Caught in that sensual music all neglect
Monuments of unageing intellect.
An aged man is but a paltry thing,
A tattered coat upon a stick, unless
Soul clap its hands and sing, and louder sing
For every tatter in its mortal dress,
Nor is there singing school but studying
Monuments of its own magnificence;
And therefore I have sailed the seas and come
To the holy city of Byzantium.
O sages standing in God's holy fire
As in the gold mosaic of a wall,
Come from the holy fire, perne in a gyre,
And be the singing-masters of my soul.
Consume my heart away; sick with desire
And fastened to a dying animal
It knows not what it is; and gather me
Into the artifice of eternity.
Once out of nature I shall never take
My bodily form from any natural thing,
But such a form as Grecian goldsmiths make
Of hammered gold and gold enamelling
To keep a drowsy Emperor awake;
Or set upon a golden bough to sing
To lords and ladies of Byzantium
Of what is past, or passing, or to come.
Been awhile. Always after any time away I sense the distance between the Spirit and the Flesh. Yeat's "sick with desire/ And fastened to a dying animal." Images here of dogs with balloons tied to their tails. Running in crazy circles in their youth, threatening to pop that balloon at every turn. Then the time where there is a coming to terms, some measure of integration. Each moves equally weighted. Finally, the old dog curled up around the balloon - the only comfort left. Riddles of the Sphinx: "gather me/ Into the artifice of eternity."
And here and now in Bellingham, I am working again in the Gymnasium of the Flesh. Incarnating the Paedia, as I see it. At times, envisioning Toynbee's challenge and response. Civilizations rise and fall under the increasing weight of time. The 21st century ordinary life is just too easy. Not enough resistance. Everyone has grown fat and lazy. Words like pudgy seem to describe the masses of men and women. I cannot help but see the physical form as an extension of the mental. I look in the mirror and see the thousands of Lilliputian failures of my day drawing out their ropes over me.
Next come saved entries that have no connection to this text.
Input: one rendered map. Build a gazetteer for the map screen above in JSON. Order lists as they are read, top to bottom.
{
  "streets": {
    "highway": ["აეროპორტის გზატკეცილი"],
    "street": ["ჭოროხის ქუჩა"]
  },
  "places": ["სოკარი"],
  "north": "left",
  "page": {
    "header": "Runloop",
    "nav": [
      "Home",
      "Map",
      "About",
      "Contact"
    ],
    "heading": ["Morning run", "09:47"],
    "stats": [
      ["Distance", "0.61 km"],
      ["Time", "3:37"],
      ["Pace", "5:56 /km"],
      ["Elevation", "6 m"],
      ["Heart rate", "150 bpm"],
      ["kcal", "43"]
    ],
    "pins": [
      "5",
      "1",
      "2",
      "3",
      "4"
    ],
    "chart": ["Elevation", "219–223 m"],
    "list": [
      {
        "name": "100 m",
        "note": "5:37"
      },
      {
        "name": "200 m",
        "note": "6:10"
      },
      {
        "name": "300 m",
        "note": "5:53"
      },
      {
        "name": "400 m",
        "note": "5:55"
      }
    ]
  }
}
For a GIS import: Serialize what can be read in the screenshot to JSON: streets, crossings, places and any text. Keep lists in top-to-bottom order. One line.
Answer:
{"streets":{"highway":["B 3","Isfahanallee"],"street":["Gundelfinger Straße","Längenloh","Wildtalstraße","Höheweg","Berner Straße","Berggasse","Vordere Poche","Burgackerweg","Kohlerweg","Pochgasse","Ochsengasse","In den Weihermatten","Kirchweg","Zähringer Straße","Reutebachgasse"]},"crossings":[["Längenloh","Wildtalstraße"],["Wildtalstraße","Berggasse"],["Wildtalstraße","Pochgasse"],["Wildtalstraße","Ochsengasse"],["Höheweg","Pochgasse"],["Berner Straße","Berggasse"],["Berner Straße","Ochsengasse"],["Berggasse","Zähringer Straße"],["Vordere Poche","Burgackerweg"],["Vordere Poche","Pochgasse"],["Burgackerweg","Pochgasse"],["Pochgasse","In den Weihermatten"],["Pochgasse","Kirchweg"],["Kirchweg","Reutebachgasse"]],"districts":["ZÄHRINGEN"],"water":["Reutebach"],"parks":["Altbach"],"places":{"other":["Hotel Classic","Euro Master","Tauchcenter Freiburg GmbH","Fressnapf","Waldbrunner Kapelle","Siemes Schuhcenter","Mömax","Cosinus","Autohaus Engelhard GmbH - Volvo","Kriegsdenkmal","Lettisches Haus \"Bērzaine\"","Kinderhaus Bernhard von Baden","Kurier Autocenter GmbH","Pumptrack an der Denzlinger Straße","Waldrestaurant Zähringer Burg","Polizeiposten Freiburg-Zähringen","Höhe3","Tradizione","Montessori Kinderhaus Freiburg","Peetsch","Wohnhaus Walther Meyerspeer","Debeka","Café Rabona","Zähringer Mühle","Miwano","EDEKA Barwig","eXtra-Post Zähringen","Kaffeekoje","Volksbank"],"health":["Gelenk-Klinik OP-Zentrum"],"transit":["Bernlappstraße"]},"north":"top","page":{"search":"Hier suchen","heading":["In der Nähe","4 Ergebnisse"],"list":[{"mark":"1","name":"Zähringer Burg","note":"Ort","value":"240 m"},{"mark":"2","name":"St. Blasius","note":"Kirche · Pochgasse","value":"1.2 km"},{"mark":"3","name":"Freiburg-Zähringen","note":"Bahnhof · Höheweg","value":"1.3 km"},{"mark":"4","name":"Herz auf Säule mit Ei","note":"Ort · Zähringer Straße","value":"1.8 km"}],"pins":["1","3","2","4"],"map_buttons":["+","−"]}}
I would cut that balloon from the dog in an act of simple mercy. But I cannot. I feel the eyes of the thing upon me. I am his only friend. There is time. Perhaps, hope. Small measures. Enough to increase the weight or the number of repetitions again, to gather up the line and pull the Spirit down, back into the Meat, to close the eyes and burn with the incarnation. There is time.
And so, I begin. Again.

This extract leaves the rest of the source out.